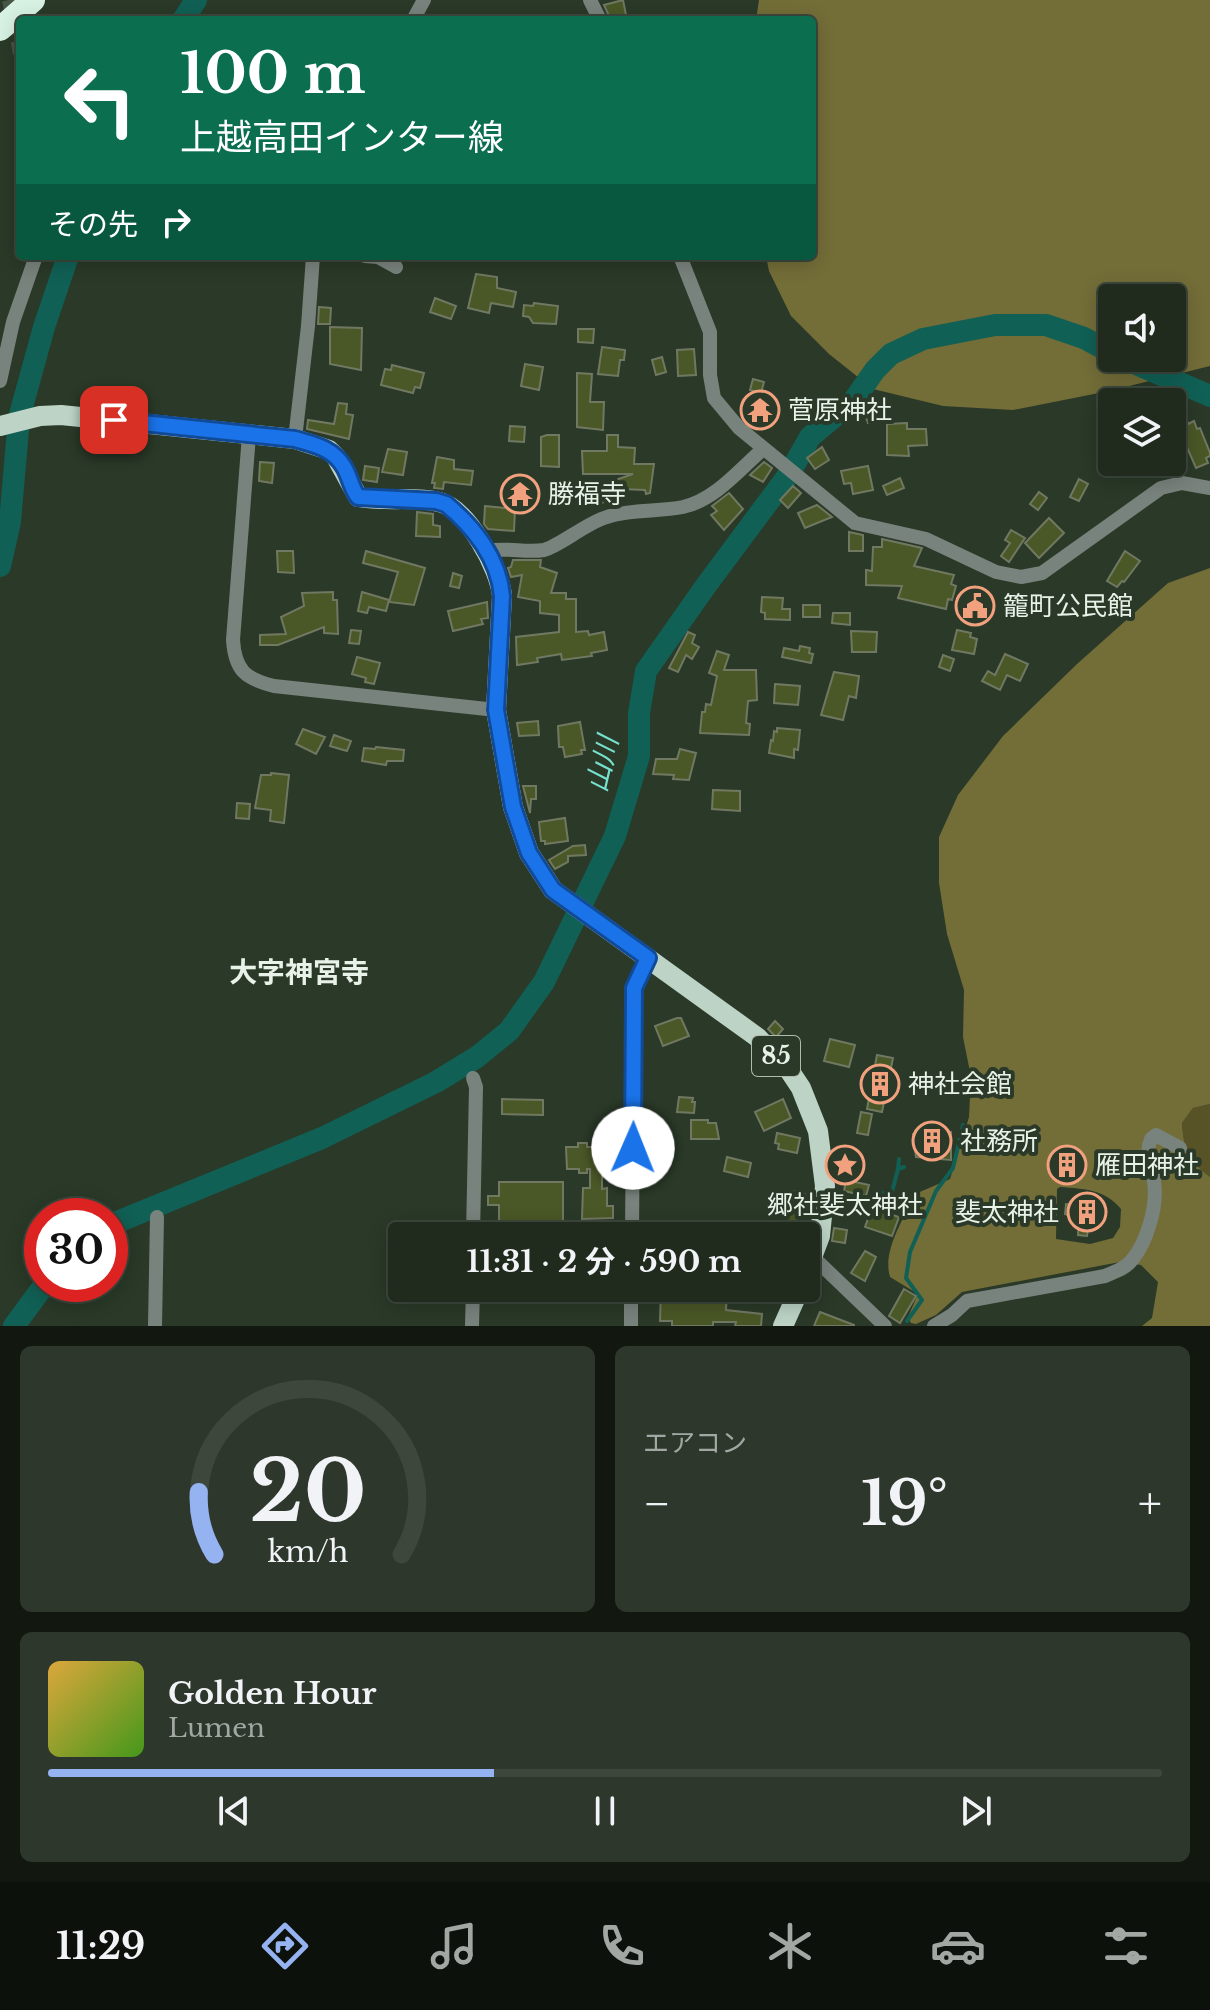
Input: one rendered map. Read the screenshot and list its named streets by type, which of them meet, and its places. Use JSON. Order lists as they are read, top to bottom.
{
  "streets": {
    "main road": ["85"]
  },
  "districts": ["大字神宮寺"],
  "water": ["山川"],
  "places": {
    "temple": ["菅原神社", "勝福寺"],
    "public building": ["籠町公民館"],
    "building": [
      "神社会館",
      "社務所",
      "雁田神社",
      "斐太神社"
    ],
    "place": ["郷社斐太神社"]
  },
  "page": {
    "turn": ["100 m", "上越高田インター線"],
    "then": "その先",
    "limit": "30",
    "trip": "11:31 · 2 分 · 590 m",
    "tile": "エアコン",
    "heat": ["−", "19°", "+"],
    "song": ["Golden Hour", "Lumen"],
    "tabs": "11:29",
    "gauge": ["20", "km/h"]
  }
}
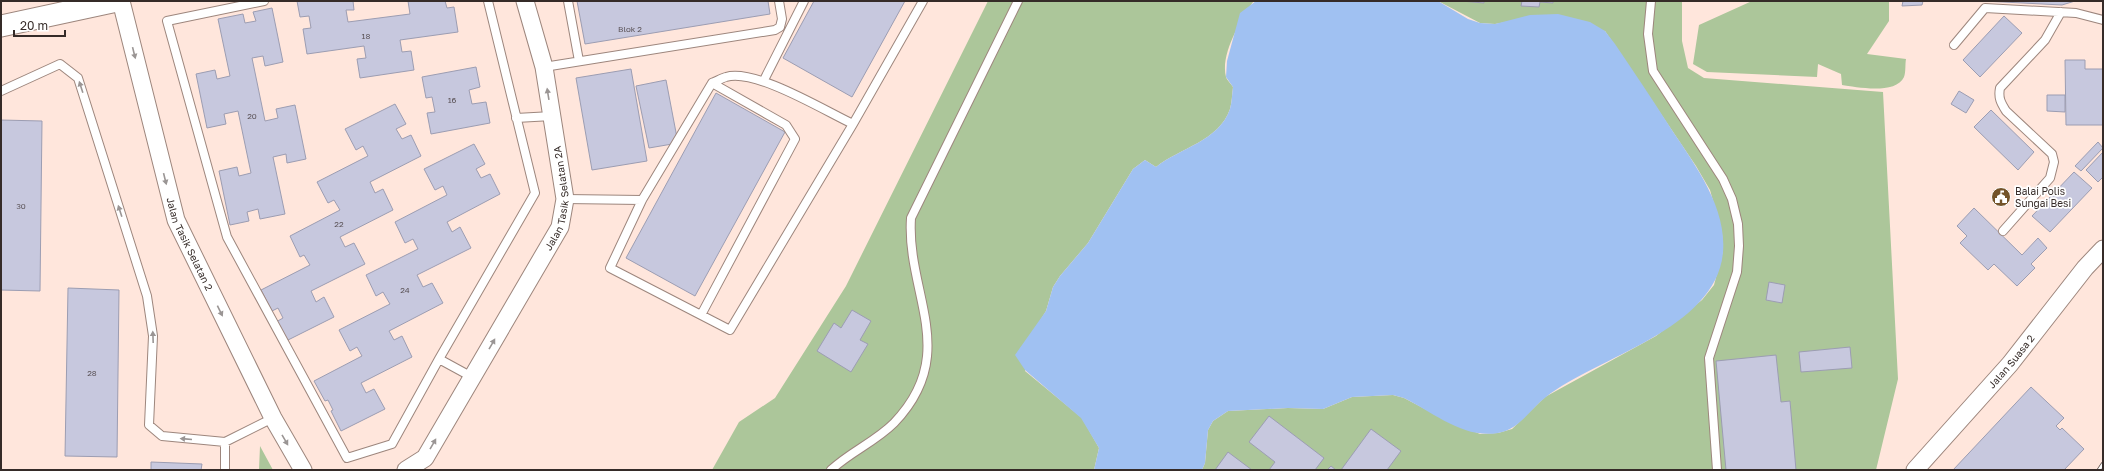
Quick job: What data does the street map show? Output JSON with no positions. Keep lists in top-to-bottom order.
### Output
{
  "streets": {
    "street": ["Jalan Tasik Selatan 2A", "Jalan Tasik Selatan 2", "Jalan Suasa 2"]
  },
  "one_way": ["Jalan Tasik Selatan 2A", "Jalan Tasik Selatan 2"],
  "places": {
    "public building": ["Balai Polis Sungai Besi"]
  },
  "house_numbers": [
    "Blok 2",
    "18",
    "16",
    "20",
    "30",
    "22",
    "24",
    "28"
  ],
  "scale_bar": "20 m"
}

...

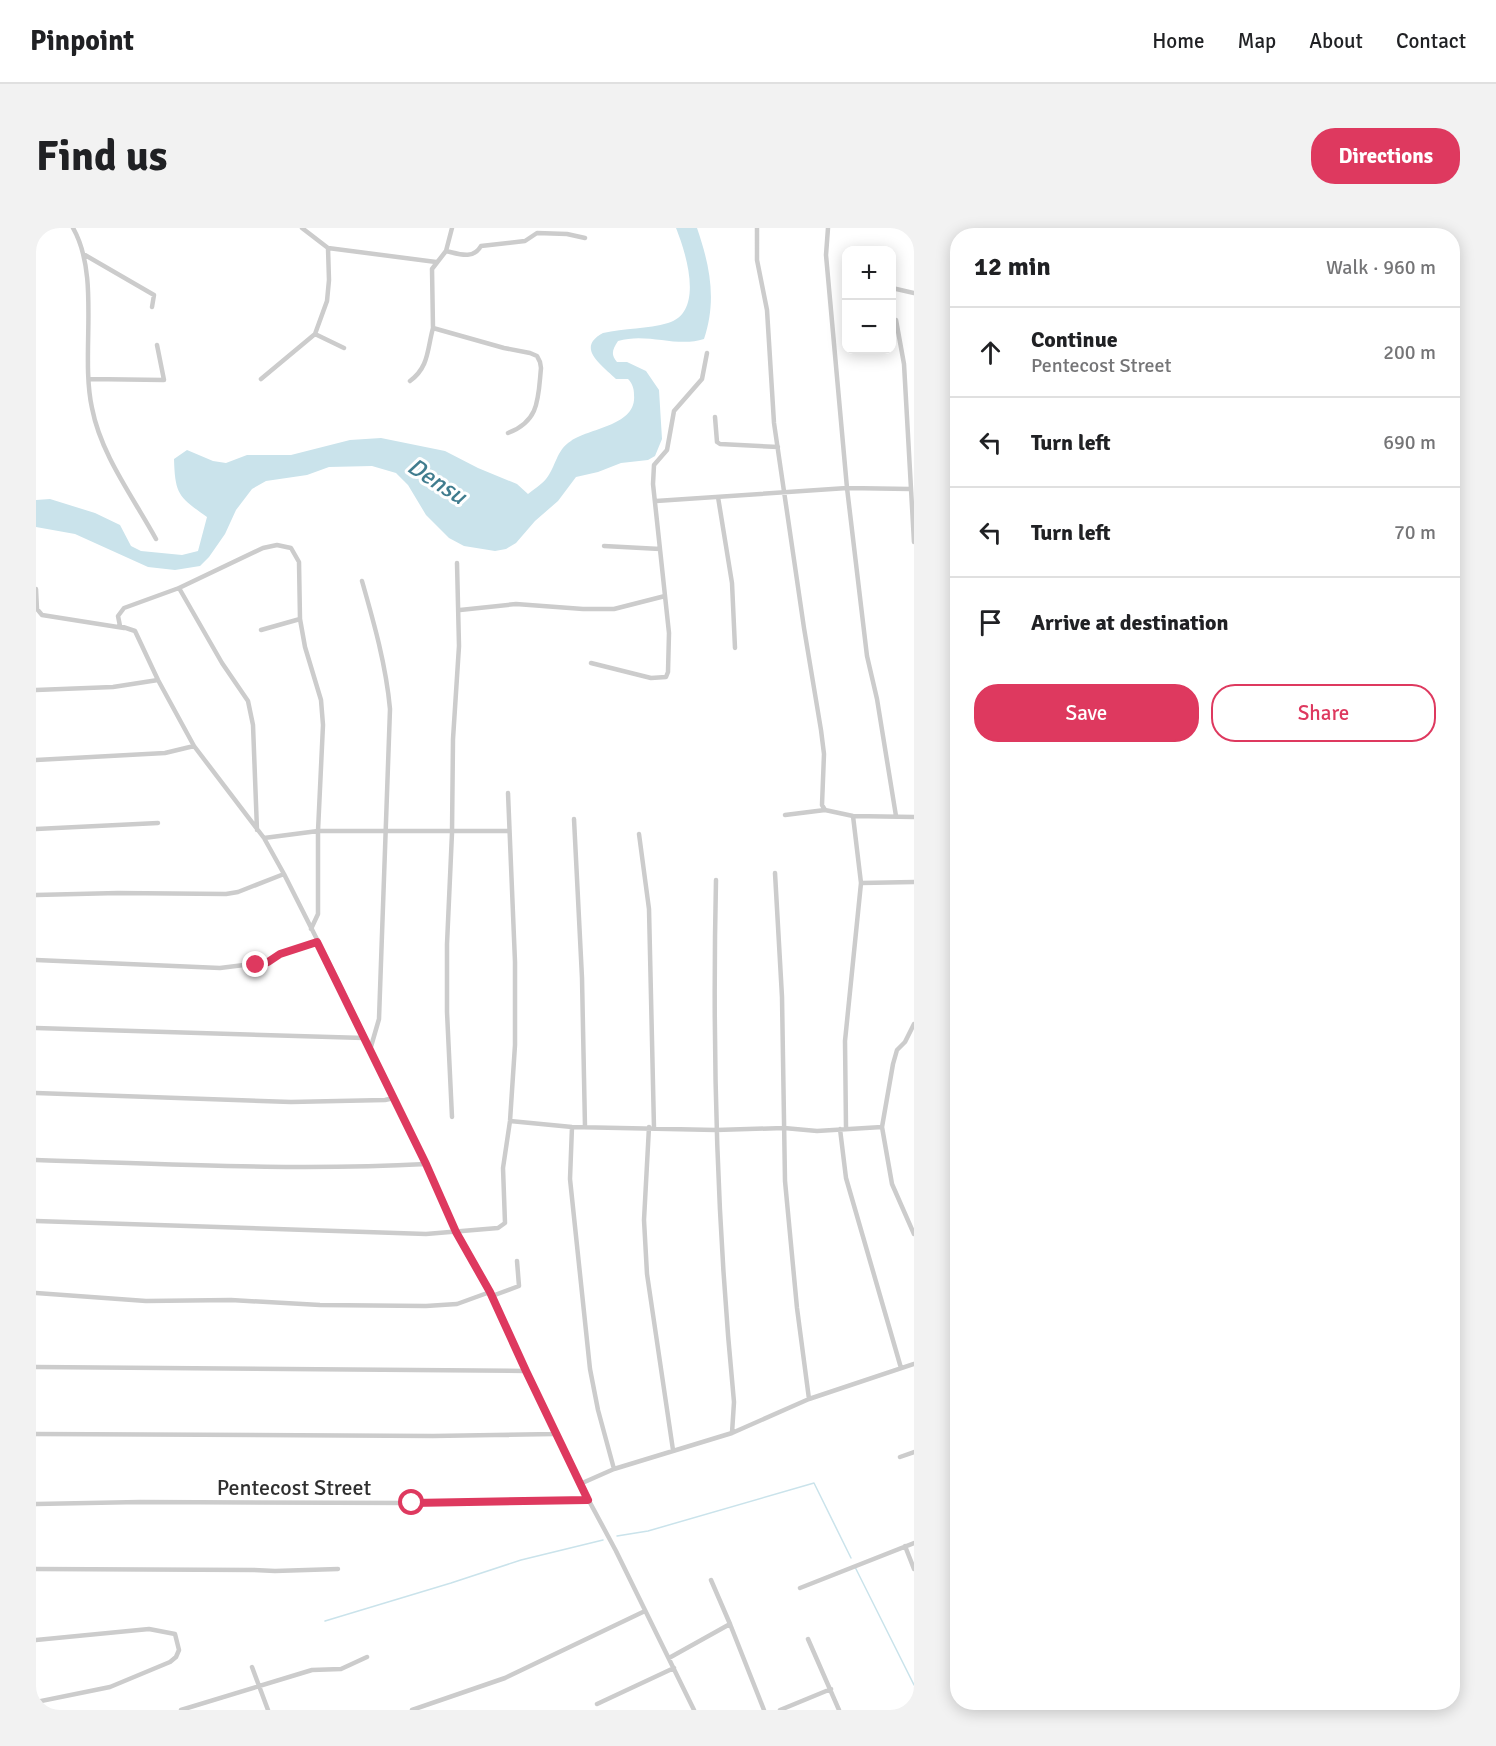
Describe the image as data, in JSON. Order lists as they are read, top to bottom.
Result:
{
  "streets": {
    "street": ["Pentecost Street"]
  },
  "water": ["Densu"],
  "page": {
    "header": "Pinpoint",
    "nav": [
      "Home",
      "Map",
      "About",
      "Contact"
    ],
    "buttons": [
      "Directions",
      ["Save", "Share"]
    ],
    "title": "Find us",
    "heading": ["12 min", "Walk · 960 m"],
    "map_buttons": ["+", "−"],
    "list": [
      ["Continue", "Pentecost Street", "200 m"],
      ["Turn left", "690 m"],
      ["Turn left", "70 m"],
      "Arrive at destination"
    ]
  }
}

--

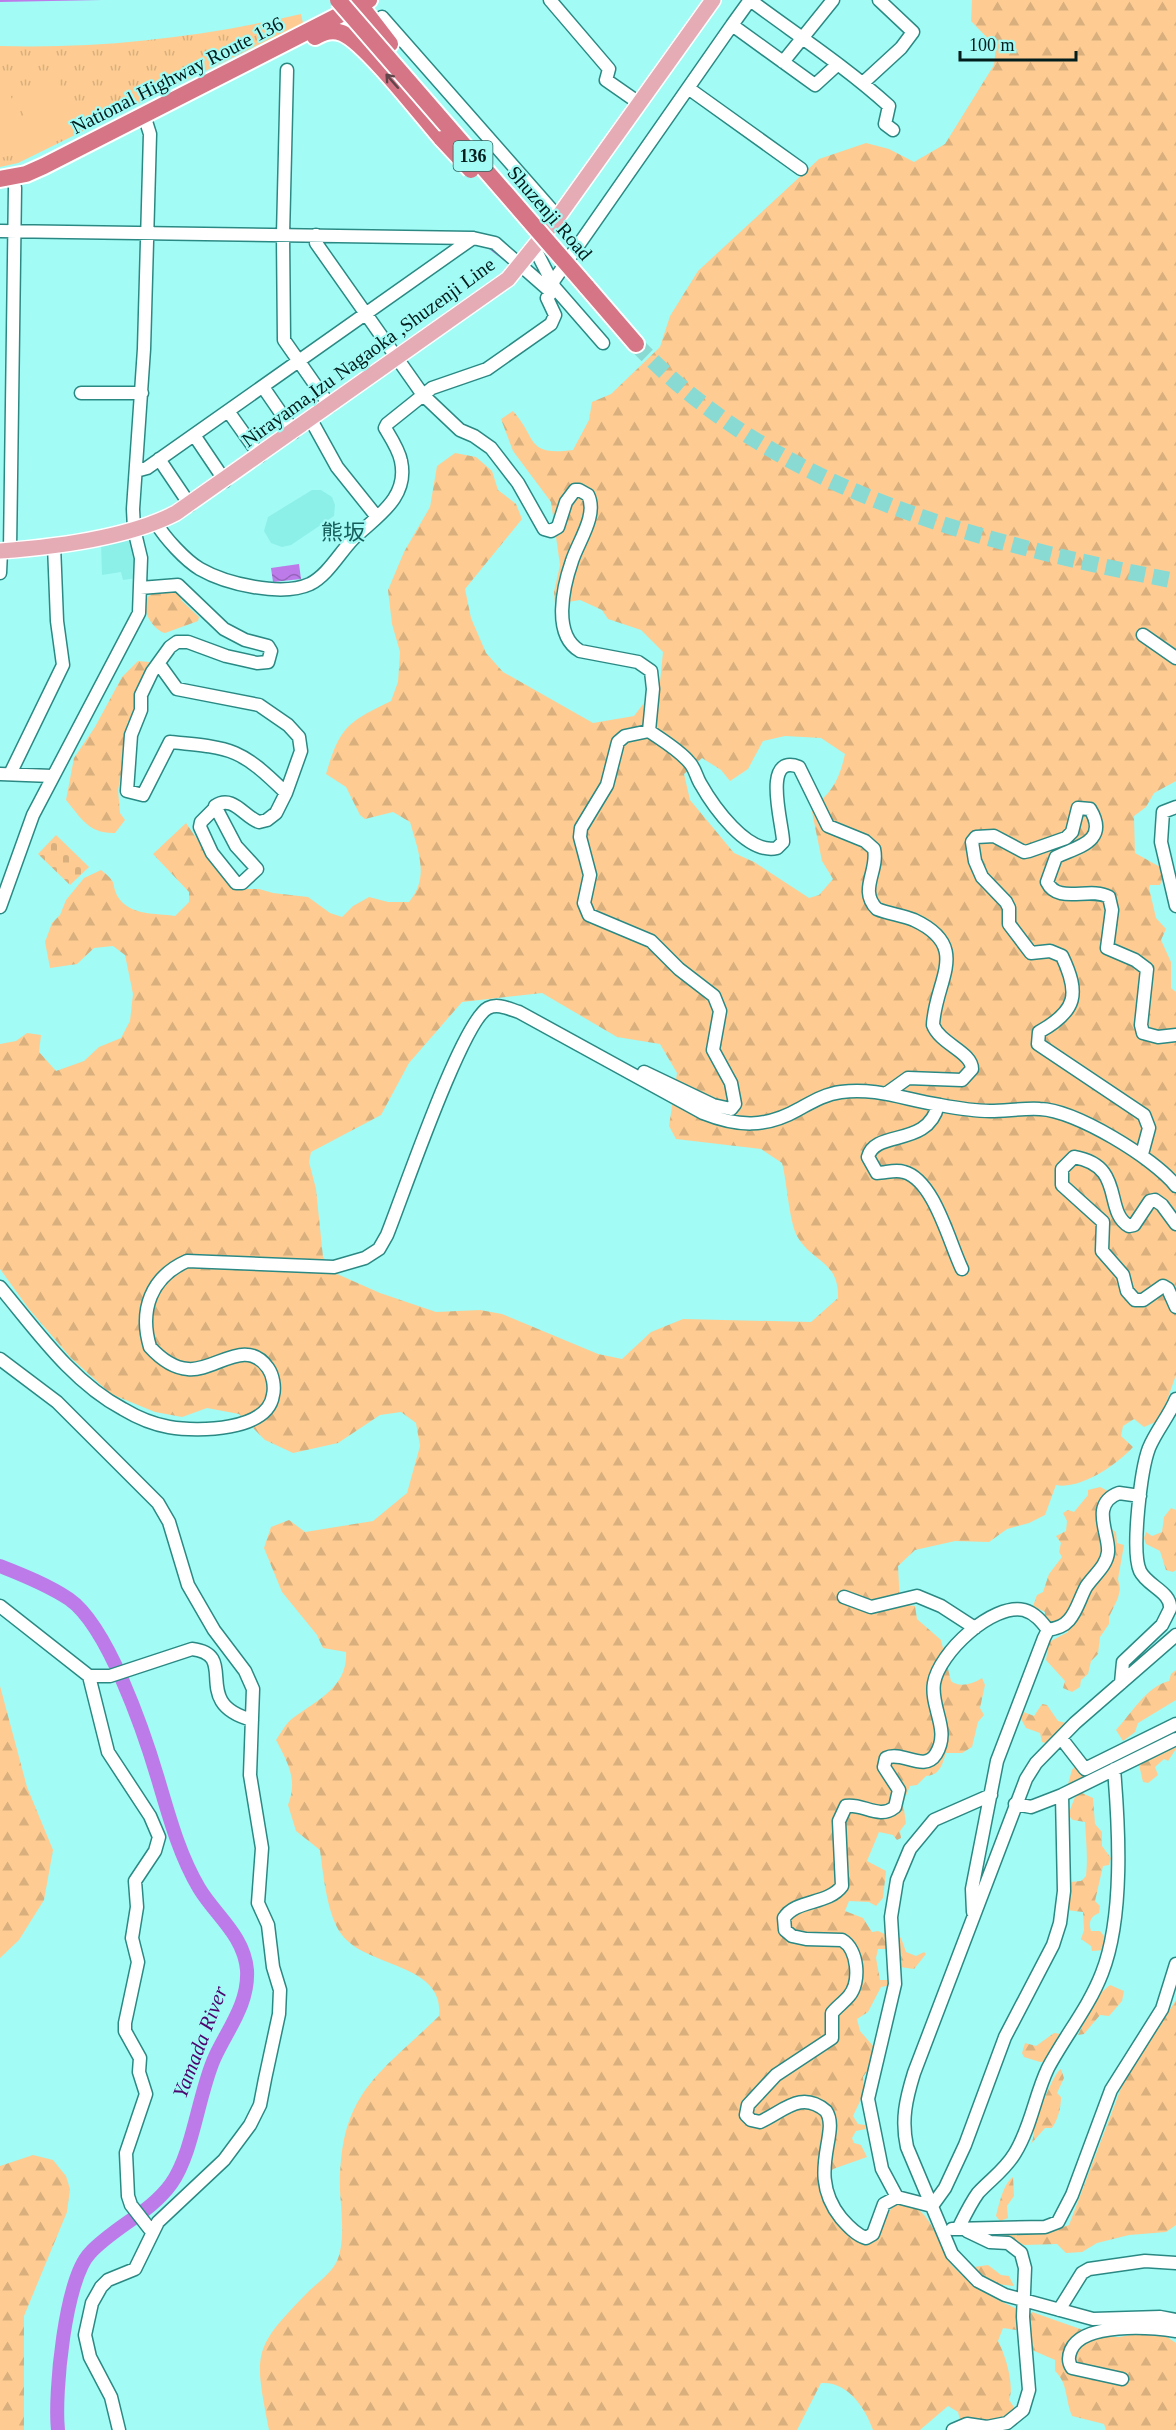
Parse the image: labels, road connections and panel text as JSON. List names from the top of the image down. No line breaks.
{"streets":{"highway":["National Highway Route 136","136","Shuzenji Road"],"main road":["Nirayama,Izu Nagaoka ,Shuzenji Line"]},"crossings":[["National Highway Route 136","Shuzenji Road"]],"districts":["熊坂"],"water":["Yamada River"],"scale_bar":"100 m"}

YOUR INSTRUCTIONS: Go through the listing and copy each line with the string "data".

EXERCISE OUTPUT:
Quick job: What data does the street map show? Output JSON with no positions. Keep lists in top-to-bottom order.
Describe the image as data, in JSON. Order lists as they are read, top to bottom.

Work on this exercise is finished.